Le devoir et la grâce Cyril Lemieux

Le devoir et la grâce Cyril Lemieux

Un « programme fort » pour les sciences sociales, voilà ce que propose Cyril Lemieux dans cet intrigant ouvrage. À travers les 189 propositions qui, en quelques lignes, expriment l’essentiel de la démonstration, et les 77 scolies intercalées qui approfondissent le raisonnement, le chercheur, jusque-là plus connu pour ses travaux sur les médias (Mauvaise presse, 2000), plaide pour qu’anthropologues, sociologues et autres historiens renouent avec une vision universelle de l’homme. C. Lemieux ne se satisfait guère, en effet, de « l’hyperlocalisme » et de « l’hyperconstructivisme » dont fait preuve une bonne partie de la production dans ces domaines car ils laissent aux sciences naturelles (biologie, neurosciences, théories de l’évolution...) le monopole du discours sur ce qu’il y a de commun à tous les êtres humains. Les sciences sociales seraient-elles donc incapables de parler de l’homme, qu’il soit d’ici, d’ailleurs ou d’hier ? C’est ce qu’entend démentir Le Devoir et la Grâce.

Trois grammaires

L’audace de C. Lemieux consiste à faire l’hypothèse que toutes les actions humaines peuvent être classées au sein de trois « grammaires », c’est-à-dire des « ensembles de règles à suivre pour être reconnu, dans une communauté, comme sachant agir et juger correctement ». La première grammaire, dite « naturelle », désigne la capacité à aimer, à être ami, à agir dans la logique du don.

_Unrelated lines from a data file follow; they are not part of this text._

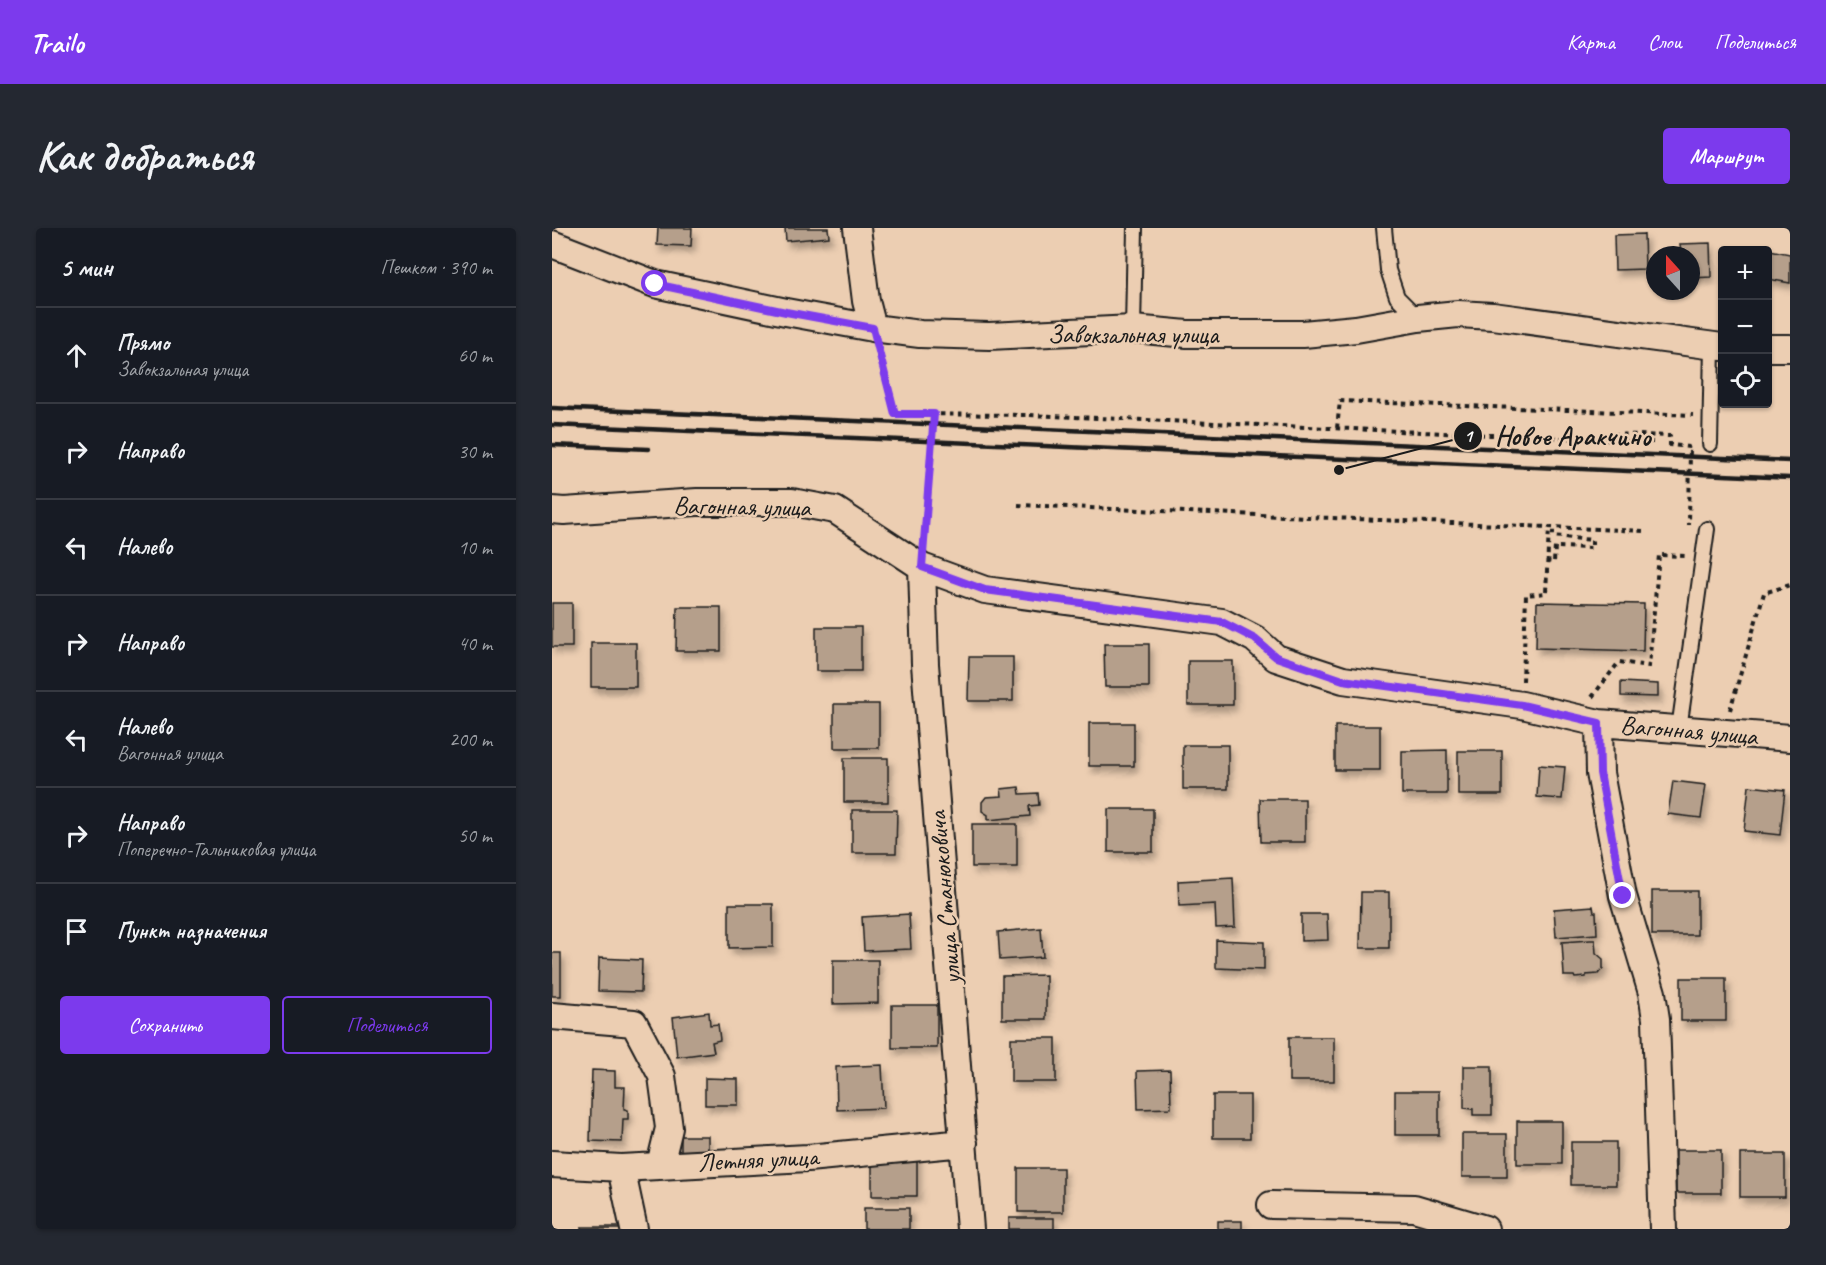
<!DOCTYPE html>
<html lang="ru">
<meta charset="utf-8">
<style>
:root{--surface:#171b24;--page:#242831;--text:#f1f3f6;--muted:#9ea1a6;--line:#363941;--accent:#7c3aed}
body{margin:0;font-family:Caveat,sans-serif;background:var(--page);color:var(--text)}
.controls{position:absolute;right:18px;top:18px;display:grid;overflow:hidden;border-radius:6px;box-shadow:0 2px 4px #0004}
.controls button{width:54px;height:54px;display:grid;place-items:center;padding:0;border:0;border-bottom:2px solid var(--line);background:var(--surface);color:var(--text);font:30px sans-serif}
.compass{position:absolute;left:1094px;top:18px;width:54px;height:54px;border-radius:50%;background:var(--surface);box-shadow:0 2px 4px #0004;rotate:339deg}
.stop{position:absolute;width:18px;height:18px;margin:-14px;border:4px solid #7c3aed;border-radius:50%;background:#fff}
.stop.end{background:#7c3aed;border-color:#fff;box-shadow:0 2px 6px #0008}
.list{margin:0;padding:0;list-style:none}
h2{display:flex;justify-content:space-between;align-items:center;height:78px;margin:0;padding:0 24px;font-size:26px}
h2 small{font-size:20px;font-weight:400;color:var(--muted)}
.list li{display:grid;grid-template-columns:39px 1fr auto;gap:18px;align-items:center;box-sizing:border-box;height:96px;padding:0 24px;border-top:2px solid var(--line)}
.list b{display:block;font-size:22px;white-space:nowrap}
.list p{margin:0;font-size:20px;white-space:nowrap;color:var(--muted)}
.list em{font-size:20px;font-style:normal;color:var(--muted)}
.actions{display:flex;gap:12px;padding:18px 24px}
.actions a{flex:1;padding:14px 0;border:2px solid var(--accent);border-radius:6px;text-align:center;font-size:21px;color:var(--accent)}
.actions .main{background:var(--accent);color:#fff}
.icon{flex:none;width:33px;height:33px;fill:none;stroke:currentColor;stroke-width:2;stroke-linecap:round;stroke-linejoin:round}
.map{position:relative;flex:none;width:1238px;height:1001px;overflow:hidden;border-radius:6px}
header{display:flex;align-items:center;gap:36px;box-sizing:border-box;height:84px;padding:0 30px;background:var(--accent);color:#fff}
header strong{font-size:28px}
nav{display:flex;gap:33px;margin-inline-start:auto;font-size:21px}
.intro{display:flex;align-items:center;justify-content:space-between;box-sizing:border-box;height:144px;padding:0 36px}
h1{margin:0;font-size:42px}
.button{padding:15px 27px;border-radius:6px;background:var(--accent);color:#fff;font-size:21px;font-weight:700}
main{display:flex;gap:36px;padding:0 36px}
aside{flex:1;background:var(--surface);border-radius:6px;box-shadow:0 2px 4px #0004}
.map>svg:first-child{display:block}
.building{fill:#b59f8b;stroke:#1c1c1c;stroke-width:1.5;filter:url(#shadow)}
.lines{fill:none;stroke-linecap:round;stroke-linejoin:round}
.lane-casing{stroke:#1c1c1c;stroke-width:18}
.street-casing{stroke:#1c1c1c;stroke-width:30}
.path{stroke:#1c1c1c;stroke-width:4;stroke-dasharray:4.5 4.5;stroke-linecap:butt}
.lane{stroke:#ecceb2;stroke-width:14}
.street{stroke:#ecceb2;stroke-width:26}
.rail{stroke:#1c1c1c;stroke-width:4.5}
.route{stroke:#7c3aed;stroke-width:8}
.labels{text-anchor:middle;stroke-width:5;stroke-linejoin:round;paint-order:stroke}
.street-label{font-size:26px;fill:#1c1c1c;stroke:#ecceb2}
.leader{fill:none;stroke:#1c1c1c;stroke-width:2}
.callout-dot{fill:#1c1c1c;stroke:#ecceb2;stroke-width:2}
.mark-label{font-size:18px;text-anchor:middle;font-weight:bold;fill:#fff}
.callout-label{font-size:27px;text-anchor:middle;font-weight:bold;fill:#1c1c1c;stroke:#ecceb2;stroke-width:5;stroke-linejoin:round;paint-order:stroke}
</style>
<header>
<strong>Trailo</strong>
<nav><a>Карта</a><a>Слои</a><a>Поделиться</a></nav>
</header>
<div class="intro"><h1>Как добраться</h1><a class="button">Маршрут</a></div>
<main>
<aside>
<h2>5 мин<small>Пешком · 390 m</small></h2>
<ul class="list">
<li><svg class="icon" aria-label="ahead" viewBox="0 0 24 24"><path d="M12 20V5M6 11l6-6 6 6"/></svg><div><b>Прямо</b><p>Завокзальная улица</p></div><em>60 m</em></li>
<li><svg class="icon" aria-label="right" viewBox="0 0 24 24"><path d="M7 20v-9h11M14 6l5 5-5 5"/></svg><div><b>Направо</b></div><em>30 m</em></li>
<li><svg class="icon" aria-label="left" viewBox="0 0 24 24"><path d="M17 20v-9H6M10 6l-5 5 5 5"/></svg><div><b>Налево</b></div><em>10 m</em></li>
<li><svg class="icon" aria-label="right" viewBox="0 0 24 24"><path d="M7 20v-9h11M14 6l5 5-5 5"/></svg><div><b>Направо</b></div><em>40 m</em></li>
<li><svg class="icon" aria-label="left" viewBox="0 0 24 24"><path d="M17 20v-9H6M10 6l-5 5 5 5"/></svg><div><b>Налево</b><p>Вагонная улица</p></div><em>200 m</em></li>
<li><svg class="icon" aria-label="right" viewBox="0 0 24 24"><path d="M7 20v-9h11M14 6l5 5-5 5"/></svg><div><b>Направо</b><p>Поперечно-Тальниковая улица</p></div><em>50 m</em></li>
<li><svg class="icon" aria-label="arrive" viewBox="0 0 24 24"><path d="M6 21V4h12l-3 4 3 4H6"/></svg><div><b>Пункт назначения</b></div></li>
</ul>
<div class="actions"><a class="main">Сохранить</a><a>Поделиться</a></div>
</aside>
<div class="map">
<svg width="1238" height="1001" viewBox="0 0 1238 1001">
<defs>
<filter id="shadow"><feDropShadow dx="3.5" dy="6" stdDeviation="3" flood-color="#0004"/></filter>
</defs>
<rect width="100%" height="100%" fill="#ecceb2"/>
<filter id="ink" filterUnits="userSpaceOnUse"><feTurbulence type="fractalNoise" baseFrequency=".0167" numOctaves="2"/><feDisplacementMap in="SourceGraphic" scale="12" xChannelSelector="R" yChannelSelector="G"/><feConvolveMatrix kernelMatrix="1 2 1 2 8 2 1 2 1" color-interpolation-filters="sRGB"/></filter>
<g filter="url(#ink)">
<path class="building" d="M 106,0 L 140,0 L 139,18 L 105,17 Z
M 233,0 L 276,0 L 277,9 L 234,13 Z
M 1092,6 L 1093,41 L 1063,42 L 1062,7 Z
M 1158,15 L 1159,49 L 1139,50 L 1139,27 L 1129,27 L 1128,16 Z
M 1218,22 L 1238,26 L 1238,55 L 1216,51 Z
M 985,374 L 1092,376 L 1091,423 L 984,420 Z
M 0,375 L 20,375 L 20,419 L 0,419 Z
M 125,379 L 169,379 L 169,423 L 124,423 Z
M 264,399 L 309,399 L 309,443 L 264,443 Z
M 39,415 L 84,415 L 84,459 L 39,459 Z
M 552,416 L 597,416 L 597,459 L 553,459 Z
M 417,429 L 461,429 L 461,473 L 416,473 Z
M 636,433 L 681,433 L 681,477 L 636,477 Z
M 1069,454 L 1106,456 L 1106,469 L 1069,468 Z
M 282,476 L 327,476 L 327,520 L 282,520 Z
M 537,495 L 582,495 L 582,538 L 537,538 Z
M 783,498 L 828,498 L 828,542 L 783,542 Z
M 631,517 L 676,517 L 676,561 L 631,561 Z
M 895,522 L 895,566 L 850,566 L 850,523 Z
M 906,523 L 950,523 L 950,567 L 906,567 Z
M 292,530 L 336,530 L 336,574 L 292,574 Z
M 987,537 L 1013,539 L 1010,571 L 985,569 Z
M 1121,553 L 1154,557 L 1149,590 L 1116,586 Z
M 1197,558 L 1233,562 L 1228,607 L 1192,603 Z
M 467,559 L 468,566 L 486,565 L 487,577 L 477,578 L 478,588 L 436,592 L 436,587 L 430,583 L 430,574 L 434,569 L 450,568 L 449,561 Z
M 708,571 L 753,571 L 753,614 L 709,614 Z
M 556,581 L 601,581 L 601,624 L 556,624 Z
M 300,582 L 345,582 L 344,625 L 300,625 Z
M 420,596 L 465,596 L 465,639 L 420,639 Z
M 681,650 L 683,699 L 664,700 L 663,676 L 627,678 L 626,653 Z
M 1100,663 L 1145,663 L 1145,707 L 1100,707 Z
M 809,664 L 837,664 L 837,720 L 808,720 Z
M 177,676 L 221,676 L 221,719 L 177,720 Z
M 1041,678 L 1042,684 L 1044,684 L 1045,706 L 1004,709 L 1002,681 Z
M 357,686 L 359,721 L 312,723 L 310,689 Z
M 749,686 L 775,686 L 776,712 L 749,713 Z
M 489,700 L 491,729 L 448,732 L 446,704 Z
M 664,712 L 712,714 L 712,742 L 664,740 Z
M 1038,712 L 1043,712 L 1044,725 L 1051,731 L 1051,740 L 1046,746 L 1034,747 L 1034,749 L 1023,750 L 1022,748 L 1012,748 L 1010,714 Z
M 0,725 L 9,725 L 9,768 L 0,768 Z
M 47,730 L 90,732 L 89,764 L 46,763 Z
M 281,732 L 326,732 L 326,775 L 281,776 Z
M 494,747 L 494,791 L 450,791 L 450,748 Z
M 1129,750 L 1174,750 L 1174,793 L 1129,793 Z
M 340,777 L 385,777 L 385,820 L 340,820 Z
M 157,784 L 158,797 L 166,796 L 168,812 L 160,814 L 162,824 L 125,829 L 121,789 Z
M 737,809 L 782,809 L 782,853 L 737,853 Z
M 459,810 L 504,810 L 504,854 L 459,854 Z
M 330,837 L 332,880 L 285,882 L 284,839 Z
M 912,838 L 940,838 L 940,887 L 921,887 L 921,881 L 912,880 Z
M 40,842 L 63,843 L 63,859 L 73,859 L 72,881 L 76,882 L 76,891 L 71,891 L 70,914 L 38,913 Z
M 618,842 L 619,880 L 586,881 L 585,843 Z
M 153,850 L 186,851 L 186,877 L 153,877 Z
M 843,863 L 887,863 L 887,907 L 843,907 Z
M 661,867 L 698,867 L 698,910 L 661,910 Z
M 965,893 L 1010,893 L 1010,936 L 965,936 Z
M 910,906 L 955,906 L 955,949 L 910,949 Z
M 129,908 L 156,908 L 156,923 L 129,923 Z
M 1019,914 L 1064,914 L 1064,957 L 1019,957 Z
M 1124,922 L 1169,922 L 1169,965 L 1124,965 Z
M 320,924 L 365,924 L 365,968 L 320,968 Z
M 1188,926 L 1233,926 L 1233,969 L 1188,969 Z
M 466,940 L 511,940 L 511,984 L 466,984 Z
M 312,980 L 357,980 L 357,1001 L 312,1001 Z
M 457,990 L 502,990 L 502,1001 L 457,1001 Z
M 666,993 L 690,993 L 690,1001 L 666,1001 Z
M 30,999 L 74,999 L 74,1001 L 30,1001 Z"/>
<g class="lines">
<defs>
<path id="lane" d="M 832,0 L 836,42 L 845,69 L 866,90
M 581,101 L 583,0
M 1158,216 L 1160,118
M 1127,501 L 1155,301"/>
<path id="street" d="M 305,0 L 314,73 L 321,100
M 0,16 L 103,56 L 234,84 L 321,100 L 368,106 L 437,108 L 581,101 L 635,106 L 751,106 L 804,101 L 866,90 L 906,86 L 941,88 L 1170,119
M 1216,120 L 1238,120
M 0,282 L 12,283 L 145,274 L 240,274 L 283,282 L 370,339 L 433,362 L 670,394 L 703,411 L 724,430 L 791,452 L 970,477 L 1047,495 L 1238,510
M 370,339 L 373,436 L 418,1001
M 1047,495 L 1048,545 L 1071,668 L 1100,765 L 1104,791 L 1111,1001
M 0,788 L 82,795 L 110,848 L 117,900 L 108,937
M 0,936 L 69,940 L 256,930 L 412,915
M 69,940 L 82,1001
M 719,977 L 862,980 L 933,1001"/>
</defs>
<use href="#lane" class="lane-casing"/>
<use href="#street" class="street-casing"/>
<path class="path" d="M 327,125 L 343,186 L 477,187 L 1101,214
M 785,200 L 788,173 L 1141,187
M 1058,212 L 1058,206 L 1118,208 L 1118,217 L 1138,219 L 1137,297
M 466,277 L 1093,303
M 372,312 L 382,186
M 994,333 L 1002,334 L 1003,319 L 1040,320 L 1040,312 L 1001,308 L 1001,299
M 971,453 L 974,367 L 994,365 L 997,299
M 1040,469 L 1067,434 L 1097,438 L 1107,327 L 1133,328
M 1178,482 L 1212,365 L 1238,357"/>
<use href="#lane" class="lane"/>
<use href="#street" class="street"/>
<path class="rail" d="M 0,180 L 1238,233
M 0,197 L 1238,250
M 0,217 L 97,221"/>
</g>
</g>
<g class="lines" filter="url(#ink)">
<path class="route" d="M 103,56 L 234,84 L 321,100 L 343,186 L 382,186 L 370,339 L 433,362 L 670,394 L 703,411 L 724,429 L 791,452 L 970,477 L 1047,495 L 1048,545 L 1071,668"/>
</g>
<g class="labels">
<g class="street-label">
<text x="581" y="115">Завокзальная улица</text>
<text transform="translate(190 278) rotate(1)" y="9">Вагонная улица</text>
<text transform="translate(1137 502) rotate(5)" y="9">Вагонная улица</text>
<text transform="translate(392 670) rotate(-95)" y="9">улица Станюковича</text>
<text transform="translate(206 931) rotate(-3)" y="9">Летняя улица</text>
</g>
</g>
<path class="leader" d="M787 242L916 208"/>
<g class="callout-dot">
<circle cx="787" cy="242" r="6"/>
<circle cx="916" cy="208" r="15"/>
</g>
<g class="mark-label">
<text x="916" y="214">1</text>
</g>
<g class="callout-label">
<text x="1021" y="217">Новое Аракчино</text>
</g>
</svg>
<div class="controls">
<button>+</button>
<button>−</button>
<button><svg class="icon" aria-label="locate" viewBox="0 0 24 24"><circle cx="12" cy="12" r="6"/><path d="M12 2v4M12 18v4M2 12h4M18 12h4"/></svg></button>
</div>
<svg class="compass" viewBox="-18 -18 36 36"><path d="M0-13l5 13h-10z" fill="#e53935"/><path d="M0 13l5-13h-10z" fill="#9ea1a6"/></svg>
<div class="stop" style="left:103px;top:56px"></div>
<div class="stop end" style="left:1071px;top:668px"></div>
</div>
</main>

La deuxième grammaire, dite « réaliste », regroupe les comportements stratégiques et la capacité à percevoir la limite d’une situation : que celui avec qui je parle a un statut supérieur au mien, que certaines choses ne peuvent être dites, que l’on manque de temps ou de moyens pour accomplir certaines actions, qu’il faut « calculer », « anticiper », « se méfier »… La troisième grammaire, dite « publique », consiste à porter un jugement moral ou à se plaindre d’une injustice. Elle est celle dans laquelle peuvent être discutées les règles.